One major difference between celiac disease and grain-related digestion problems is that when it’s just a digestion problem it typically doesn’t lead to malabsorption and nutritional deficiencies.
Women with untreated celiac disease have higher-than-normal rates of menstrual abnormalities and infertility. A large study published in 2007 found an increased risk of pancreatitis in people with celiac disease. It’s not clear whether a cause-and-effect relationship can be inferred from these associations or if celiac disease and these conditions happen to be consequences of a shared, common cause.

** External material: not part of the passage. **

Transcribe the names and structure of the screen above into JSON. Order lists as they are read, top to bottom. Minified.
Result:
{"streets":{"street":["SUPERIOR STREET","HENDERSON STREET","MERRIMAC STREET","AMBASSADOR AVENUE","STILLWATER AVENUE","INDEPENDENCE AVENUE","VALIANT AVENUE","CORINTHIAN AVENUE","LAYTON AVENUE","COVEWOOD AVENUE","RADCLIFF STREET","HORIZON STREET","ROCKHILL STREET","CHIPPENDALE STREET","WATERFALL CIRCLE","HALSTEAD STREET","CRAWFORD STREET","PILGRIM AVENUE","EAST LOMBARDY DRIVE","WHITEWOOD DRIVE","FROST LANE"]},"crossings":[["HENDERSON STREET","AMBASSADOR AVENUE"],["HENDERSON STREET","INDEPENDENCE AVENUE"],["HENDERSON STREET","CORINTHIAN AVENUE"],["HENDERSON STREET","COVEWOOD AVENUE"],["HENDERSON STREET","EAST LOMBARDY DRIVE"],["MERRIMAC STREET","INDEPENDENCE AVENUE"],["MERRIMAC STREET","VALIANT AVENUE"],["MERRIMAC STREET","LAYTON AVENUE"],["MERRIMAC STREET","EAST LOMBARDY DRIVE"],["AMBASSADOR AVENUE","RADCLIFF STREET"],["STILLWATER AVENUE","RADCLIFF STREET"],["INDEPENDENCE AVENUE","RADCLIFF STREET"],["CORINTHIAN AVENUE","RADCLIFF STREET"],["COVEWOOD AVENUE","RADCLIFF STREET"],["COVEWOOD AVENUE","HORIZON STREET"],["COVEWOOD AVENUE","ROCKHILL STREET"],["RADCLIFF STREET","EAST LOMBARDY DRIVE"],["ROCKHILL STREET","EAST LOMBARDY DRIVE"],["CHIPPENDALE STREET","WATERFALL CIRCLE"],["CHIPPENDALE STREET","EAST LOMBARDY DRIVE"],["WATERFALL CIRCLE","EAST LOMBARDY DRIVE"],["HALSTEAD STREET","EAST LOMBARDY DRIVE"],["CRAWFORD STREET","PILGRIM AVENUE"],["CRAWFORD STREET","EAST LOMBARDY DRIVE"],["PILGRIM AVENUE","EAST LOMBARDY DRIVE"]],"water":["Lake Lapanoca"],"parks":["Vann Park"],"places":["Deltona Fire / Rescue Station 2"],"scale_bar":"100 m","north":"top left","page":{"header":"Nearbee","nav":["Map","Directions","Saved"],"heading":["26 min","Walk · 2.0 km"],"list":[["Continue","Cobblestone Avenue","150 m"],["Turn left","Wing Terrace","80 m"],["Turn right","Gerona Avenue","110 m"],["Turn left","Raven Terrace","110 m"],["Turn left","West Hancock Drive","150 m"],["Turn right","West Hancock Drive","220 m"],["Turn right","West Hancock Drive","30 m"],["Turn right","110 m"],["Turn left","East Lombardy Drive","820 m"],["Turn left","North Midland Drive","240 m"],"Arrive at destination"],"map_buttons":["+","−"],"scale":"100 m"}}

According to some research, several of the nongastrointestinal conditions associated with celiac disease might be caused by an overabundance of antibodies that the immune system churns out, especially those it produces in response to an enzyme in the small intestine called tissue transglutaminase. The antibodies travel to other parts of the body through the bloodstream. Perhaps the clearest example of one of these antibody-related symptoms is a skin condition, dermatitis herpetiformis, which causes itchy red bumps. Less certain is whether the anti–tissue transglutaminase antibodies might get into the brain and cause neurological problems, such as loss of muscle control (ataxia).
A blood test and a biopsy
Compared with other autoimmune disorders (such as Crohn’s disease and rheumatoid arthritis), the diagnosis of celiac disease is pretty straightforward. In the United States, the issue has been getting doctors to consider the celiac diagnosis as a possibility. That’s changing. For example, the guidelines for irritable bowel syndrome were revised to include testing for celiac disease.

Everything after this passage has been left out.